Apart from being a great Scotophile (see previous page), the jovial great man, adviser to presidents and sworn opponent of American financial industry villainy has an unself-conscious humility and curiosity rare in the few really big cheeses we have previously encountered.
He is also delightfully ready to spill the beans on the great financial sages of the age: Alan Greenspan (vindictive and political) and Larry Summers (good academic turned Wall Street sycophant). Also enjoyable were his close-up insights into Barack Obama, who he says is a great campaigner but hopeless governor, bored of a job in which he is an effective lame duck, and "spends all his time playing golf".
Having attended several convivial Scottish trade events at UK embassies in the Middle East and Far East, Agenda is perplexed by the claim by Business For Scotland's Sandy Adam that the mandarins of the Foreign Office are anti-Scottish.
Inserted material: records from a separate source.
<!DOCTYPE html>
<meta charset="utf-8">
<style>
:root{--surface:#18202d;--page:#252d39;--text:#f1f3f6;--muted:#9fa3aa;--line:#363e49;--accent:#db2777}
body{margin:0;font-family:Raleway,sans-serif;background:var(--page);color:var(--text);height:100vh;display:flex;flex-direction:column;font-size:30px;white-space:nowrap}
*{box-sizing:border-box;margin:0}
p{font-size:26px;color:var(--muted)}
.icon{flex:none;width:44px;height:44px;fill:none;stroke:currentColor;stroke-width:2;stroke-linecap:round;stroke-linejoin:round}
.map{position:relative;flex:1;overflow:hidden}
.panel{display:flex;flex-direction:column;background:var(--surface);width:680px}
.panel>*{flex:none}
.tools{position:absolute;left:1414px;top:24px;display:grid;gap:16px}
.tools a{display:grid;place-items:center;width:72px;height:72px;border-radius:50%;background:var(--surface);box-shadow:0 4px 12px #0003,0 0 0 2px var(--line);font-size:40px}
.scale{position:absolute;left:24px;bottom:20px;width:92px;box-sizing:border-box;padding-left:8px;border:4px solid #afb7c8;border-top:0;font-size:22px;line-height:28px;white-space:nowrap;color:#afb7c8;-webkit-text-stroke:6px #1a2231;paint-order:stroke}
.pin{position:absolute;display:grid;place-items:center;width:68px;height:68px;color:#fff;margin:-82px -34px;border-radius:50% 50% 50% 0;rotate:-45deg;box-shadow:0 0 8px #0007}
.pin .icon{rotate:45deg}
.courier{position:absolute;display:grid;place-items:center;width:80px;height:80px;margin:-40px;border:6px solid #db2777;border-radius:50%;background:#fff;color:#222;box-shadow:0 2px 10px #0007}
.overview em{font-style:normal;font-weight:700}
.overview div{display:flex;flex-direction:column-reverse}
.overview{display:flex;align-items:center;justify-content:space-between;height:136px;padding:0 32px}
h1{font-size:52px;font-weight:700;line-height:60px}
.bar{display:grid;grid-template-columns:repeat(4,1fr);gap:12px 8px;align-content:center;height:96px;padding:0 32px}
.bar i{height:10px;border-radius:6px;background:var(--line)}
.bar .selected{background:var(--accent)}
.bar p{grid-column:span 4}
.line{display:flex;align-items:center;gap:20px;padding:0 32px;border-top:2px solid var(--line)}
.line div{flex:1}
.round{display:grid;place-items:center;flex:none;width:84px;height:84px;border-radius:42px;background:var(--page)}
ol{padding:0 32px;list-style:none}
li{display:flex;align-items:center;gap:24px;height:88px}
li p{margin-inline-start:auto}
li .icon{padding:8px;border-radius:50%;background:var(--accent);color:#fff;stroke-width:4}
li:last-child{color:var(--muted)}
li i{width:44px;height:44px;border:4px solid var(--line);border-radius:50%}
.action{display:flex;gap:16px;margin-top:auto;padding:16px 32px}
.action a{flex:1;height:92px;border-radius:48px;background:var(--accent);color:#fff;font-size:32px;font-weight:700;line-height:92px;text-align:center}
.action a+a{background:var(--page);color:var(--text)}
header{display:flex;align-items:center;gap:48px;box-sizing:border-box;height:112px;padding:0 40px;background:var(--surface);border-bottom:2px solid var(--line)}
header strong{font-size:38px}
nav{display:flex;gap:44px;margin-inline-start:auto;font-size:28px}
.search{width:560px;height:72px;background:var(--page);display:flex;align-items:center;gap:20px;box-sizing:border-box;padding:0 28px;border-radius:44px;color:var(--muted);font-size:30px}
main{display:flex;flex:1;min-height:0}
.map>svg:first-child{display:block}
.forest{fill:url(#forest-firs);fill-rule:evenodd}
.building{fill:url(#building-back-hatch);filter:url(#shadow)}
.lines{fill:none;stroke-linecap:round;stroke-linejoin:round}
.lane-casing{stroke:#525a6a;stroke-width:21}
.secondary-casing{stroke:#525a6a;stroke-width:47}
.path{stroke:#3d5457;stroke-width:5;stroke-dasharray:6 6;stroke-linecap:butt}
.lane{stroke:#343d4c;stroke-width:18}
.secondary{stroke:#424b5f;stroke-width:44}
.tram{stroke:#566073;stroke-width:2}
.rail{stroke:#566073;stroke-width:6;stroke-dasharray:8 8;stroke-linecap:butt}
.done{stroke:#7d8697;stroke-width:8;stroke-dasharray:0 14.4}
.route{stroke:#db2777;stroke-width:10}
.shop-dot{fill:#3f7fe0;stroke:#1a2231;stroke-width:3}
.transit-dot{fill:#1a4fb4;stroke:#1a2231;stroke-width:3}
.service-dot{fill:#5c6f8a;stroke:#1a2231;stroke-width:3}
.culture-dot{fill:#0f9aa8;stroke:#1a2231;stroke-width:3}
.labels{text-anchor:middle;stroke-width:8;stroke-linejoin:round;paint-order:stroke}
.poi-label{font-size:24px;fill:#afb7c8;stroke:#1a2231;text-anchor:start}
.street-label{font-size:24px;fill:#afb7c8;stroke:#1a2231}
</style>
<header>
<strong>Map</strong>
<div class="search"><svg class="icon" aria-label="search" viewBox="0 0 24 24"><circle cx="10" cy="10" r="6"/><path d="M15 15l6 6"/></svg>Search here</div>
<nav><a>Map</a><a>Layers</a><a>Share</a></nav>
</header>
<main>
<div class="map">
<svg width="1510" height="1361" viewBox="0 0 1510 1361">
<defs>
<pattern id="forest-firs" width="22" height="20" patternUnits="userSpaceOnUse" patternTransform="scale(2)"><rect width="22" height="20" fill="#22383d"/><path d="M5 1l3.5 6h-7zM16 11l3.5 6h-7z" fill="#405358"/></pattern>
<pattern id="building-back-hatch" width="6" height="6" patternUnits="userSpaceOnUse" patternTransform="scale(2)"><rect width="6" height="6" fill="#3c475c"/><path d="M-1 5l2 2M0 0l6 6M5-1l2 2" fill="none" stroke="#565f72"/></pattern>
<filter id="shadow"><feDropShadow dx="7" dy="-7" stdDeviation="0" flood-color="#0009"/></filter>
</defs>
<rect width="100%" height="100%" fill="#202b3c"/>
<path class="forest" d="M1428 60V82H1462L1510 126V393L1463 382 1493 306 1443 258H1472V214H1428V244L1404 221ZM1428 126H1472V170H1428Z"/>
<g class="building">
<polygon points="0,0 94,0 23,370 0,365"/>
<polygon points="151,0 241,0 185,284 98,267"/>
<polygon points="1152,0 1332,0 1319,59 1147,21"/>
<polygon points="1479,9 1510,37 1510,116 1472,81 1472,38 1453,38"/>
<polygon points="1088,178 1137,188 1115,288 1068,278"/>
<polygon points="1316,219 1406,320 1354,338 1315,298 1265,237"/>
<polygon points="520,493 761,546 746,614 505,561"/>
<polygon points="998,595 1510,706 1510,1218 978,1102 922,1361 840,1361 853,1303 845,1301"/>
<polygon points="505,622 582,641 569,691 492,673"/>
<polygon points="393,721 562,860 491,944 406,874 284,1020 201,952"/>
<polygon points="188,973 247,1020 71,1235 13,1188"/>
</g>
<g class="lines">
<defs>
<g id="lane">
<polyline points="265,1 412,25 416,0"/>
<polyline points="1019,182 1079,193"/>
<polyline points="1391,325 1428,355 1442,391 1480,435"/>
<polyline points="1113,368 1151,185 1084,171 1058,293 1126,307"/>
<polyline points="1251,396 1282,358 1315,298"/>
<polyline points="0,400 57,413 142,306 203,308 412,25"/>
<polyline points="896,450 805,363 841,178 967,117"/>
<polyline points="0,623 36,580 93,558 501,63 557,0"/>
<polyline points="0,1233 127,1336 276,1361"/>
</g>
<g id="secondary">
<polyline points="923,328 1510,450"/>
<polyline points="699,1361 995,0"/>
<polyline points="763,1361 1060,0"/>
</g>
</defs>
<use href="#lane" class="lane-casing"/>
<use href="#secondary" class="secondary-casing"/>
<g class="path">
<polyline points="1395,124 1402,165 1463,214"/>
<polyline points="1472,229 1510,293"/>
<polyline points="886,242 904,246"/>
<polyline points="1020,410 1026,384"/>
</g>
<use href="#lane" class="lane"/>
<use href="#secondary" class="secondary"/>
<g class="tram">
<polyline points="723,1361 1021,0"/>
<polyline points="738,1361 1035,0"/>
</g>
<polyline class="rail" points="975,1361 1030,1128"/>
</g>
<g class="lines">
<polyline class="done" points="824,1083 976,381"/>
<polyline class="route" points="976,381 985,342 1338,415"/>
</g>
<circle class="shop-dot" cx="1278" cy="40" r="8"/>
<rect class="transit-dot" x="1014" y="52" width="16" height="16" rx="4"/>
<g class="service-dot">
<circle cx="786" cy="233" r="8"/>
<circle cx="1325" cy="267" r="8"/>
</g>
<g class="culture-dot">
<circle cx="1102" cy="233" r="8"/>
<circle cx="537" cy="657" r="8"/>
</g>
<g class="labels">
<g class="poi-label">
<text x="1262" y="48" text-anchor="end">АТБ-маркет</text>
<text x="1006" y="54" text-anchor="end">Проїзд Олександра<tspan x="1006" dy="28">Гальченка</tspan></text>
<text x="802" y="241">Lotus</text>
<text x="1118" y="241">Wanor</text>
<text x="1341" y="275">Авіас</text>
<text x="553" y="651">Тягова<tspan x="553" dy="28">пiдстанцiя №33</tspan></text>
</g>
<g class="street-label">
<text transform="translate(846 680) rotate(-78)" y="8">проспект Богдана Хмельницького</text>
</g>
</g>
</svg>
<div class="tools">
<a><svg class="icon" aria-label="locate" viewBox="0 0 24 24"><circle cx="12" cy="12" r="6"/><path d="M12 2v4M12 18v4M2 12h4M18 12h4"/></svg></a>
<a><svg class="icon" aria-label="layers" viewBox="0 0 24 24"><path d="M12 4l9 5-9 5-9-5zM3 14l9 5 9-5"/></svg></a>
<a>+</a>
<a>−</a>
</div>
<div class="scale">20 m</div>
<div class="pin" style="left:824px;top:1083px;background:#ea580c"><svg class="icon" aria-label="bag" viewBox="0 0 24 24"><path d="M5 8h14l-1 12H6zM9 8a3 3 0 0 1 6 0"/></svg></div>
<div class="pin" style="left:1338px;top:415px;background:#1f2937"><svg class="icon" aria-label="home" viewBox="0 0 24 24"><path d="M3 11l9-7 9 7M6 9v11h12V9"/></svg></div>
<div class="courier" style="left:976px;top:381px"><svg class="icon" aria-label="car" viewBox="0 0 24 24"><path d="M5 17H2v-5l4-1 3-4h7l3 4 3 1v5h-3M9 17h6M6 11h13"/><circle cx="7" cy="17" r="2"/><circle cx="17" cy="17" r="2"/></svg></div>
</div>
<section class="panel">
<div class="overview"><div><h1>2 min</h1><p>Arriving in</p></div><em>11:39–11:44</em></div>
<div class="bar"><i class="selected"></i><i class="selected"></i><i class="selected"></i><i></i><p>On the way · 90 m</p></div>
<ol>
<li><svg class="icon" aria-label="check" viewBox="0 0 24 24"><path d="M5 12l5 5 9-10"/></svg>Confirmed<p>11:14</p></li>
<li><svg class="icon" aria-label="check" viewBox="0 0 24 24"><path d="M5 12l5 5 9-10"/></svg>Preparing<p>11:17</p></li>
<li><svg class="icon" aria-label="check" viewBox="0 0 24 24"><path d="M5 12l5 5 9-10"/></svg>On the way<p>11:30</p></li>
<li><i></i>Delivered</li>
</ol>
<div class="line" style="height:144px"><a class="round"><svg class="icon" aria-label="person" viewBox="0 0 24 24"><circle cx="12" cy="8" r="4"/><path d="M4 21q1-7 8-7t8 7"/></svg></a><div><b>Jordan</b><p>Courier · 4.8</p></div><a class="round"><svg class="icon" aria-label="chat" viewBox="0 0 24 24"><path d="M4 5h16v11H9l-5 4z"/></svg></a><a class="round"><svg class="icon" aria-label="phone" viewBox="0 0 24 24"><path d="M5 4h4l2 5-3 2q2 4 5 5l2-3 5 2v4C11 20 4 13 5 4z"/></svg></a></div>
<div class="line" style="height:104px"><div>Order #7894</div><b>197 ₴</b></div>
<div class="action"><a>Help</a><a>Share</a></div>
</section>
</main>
This criticism was later refined to refer to a charge levied on quango Scottish Development International (SDI) for whisky-promoting events. Leaving aside the fact that a disproportionate number of the Foreign Office's mandarins are Scottish, there is also the fact that only about 17% of Scotch whisky companies are of that nationality.
The truth? Yes, SDI has to cough up for the champagne and which prospective foreign clients are plied, but so does its partner body, UK Trade & Investment, which pays fees to itself under the Overseas Markets Introduction Scheme.